Vekiller seçim sonrası Ankara’da TBMM’de toplandılar. Ve ; Devletin varlığı ve bağımsızlığını, vatanın ve milletin bölünmez bütünlüğünü, milletin kayıtsız ve şartsız egemenliğini koruyacağıma; hukukun üstünlüğüne, demokratik ve laik cumhuriyete ve Atatürk ilke ve inkılaplarına bağlı kalacağıma; toplumun huzur ve refahı, milli dayanışma ve adalet anlayışı içinde herkesin insan haklarından ve temel hürriyetlerden yararlanması ülküsünden ve Anayasa'ya sadakatten ayrılmayacağıma; büyük Türk milleti önünde namusum ve şerefim üzerine ant içerim” diyerek milletin önünde, milletin meclisinde yeminlerini ettiler.
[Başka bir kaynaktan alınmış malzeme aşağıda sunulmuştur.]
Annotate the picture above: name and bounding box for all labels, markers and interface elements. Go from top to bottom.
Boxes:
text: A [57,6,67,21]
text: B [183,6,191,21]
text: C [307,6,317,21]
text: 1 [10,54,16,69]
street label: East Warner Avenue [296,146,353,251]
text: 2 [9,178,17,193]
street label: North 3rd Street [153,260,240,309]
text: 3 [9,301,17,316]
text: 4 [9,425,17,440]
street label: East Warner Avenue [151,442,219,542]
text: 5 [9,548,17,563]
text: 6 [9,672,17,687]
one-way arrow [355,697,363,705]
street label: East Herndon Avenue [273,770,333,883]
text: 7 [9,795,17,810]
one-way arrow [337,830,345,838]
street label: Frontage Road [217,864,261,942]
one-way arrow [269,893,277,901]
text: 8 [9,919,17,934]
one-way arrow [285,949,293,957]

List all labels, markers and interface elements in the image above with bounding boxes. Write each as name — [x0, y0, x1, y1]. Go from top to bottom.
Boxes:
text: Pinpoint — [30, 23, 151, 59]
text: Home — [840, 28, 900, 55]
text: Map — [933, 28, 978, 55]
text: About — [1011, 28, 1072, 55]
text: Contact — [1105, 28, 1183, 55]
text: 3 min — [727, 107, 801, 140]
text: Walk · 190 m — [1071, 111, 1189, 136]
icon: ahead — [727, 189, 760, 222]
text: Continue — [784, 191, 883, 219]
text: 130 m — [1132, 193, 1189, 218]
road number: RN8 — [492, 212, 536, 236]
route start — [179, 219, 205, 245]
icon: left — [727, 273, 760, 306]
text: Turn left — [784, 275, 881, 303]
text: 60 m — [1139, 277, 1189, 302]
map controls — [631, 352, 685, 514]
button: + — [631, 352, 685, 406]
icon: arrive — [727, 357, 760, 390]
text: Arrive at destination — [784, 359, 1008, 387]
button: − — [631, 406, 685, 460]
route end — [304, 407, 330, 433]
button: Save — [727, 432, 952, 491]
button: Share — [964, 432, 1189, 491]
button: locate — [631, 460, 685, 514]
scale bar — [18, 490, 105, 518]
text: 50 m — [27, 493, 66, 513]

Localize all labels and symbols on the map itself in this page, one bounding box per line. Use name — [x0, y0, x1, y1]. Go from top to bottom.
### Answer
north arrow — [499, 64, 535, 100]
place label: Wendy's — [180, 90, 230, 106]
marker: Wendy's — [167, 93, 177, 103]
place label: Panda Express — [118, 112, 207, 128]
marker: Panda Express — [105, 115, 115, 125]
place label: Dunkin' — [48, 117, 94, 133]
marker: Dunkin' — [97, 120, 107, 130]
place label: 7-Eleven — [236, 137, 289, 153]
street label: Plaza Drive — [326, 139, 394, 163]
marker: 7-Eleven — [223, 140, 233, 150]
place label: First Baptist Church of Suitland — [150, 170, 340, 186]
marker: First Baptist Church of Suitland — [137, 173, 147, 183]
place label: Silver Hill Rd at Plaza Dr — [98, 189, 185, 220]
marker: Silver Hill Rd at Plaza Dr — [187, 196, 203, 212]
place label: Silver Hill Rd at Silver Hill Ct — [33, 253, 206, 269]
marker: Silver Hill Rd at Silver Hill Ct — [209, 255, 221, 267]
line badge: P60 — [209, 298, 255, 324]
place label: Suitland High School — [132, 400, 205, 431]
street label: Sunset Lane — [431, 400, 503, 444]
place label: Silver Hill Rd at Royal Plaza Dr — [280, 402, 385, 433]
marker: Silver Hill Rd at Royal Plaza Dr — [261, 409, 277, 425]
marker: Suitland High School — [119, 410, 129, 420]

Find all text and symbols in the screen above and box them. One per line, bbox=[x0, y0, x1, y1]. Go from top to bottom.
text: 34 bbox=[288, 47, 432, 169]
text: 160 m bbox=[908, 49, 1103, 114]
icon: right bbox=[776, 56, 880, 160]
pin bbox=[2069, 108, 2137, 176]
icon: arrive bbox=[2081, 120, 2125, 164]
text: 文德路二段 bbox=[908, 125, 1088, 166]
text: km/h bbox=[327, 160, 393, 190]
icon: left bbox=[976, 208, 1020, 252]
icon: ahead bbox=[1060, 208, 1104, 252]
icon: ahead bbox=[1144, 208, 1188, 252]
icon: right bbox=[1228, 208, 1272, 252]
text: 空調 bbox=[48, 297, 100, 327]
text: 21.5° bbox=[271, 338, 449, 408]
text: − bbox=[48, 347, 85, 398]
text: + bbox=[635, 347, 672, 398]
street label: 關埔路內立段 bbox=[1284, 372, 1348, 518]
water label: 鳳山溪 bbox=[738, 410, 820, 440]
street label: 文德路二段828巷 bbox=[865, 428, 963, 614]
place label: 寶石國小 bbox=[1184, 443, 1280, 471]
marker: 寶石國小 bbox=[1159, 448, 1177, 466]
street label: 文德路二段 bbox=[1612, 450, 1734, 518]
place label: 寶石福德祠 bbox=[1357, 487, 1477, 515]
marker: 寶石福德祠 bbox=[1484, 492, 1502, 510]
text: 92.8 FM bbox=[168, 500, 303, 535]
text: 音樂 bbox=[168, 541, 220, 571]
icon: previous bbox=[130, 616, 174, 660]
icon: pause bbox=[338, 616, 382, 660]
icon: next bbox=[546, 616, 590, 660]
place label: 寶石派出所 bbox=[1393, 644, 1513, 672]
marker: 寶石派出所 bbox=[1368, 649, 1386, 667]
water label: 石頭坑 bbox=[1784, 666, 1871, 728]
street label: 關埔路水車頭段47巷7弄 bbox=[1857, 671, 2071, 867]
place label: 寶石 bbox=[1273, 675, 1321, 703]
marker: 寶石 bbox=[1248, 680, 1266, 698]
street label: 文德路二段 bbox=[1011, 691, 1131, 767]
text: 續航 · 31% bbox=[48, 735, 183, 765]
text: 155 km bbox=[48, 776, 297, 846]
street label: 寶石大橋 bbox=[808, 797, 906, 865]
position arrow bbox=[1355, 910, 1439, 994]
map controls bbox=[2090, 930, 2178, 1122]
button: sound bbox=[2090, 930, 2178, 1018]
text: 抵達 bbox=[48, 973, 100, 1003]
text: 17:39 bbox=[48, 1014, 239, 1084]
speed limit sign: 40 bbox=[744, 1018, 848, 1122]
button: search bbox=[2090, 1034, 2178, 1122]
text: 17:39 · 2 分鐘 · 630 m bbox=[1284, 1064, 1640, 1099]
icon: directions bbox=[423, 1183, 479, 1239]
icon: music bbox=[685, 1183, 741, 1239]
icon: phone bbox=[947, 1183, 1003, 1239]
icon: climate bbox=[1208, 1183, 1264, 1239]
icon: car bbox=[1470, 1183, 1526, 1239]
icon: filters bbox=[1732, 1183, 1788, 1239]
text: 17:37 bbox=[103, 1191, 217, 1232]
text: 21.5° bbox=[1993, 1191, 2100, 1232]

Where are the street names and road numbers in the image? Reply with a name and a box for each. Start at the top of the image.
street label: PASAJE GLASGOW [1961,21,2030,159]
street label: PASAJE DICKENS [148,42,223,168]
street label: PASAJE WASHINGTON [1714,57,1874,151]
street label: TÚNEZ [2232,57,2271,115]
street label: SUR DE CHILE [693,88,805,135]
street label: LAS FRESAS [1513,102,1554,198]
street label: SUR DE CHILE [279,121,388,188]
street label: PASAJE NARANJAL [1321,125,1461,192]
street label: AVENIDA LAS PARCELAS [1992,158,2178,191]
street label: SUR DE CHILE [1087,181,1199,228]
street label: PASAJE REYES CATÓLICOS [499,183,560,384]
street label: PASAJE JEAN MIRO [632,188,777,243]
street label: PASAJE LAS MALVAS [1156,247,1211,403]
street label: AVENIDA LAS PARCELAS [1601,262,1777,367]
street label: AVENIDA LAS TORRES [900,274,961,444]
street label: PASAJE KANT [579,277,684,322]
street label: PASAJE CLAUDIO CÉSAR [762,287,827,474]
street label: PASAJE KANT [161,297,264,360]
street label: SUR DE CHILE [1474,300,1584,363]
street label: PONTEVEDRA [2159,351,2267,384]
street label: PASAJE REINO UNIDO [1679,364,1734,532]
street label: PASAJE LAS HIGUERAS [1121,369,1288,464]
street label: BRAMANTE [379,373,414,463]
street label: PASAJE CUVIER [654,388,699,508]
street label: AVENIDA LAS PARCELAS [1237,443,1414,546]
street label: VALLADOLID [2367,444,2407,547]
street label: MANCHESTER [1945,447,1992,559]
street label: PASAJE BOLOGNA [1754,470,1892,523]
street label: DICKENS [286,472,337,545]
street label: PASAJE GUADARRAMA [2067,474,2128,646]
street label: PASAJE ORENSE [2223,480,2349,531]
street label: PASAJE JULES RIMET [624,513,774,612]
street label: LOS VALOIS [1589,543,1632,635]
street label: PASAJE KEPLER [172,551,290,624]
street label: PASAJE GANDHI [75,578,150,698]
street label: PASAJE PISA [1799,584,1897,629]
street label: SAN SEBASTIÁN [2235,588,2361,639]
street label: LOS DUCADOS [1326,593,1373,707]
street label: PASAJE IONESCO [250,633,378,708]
Deniz Baykal atraksiyonundan sonra yeni Meclis başkanını seçtiler. Başbakana hükümeti kurma görevi gecikmeli olarak da olsa verildi.  Cumhurbaşkanı “kaolisyon” kurulmasına karşı olduğunu belirtti ve bunu bir çok kez yineledi. Başbakan da hükümeti kurmak için çalışıyormuş gibi yaptı.   

CHP ile AKP toplandılar ayrıldılar, toplandılar ayrıldılar, tam 35 kerre!. Ondan sonra iki lider bir araya geldiler. Sözcüleri, birbirinin benzeri açıklama yaptılar. Hızlarını alamadılar  son bir  kez daha görüştüler. CHP Genel Başkanı tarafından açıklandı ki, kendilerine “birlikte hükümeti kurma” teklif edilmemiştir. Yani sıfıra sıfır elde var sıfır.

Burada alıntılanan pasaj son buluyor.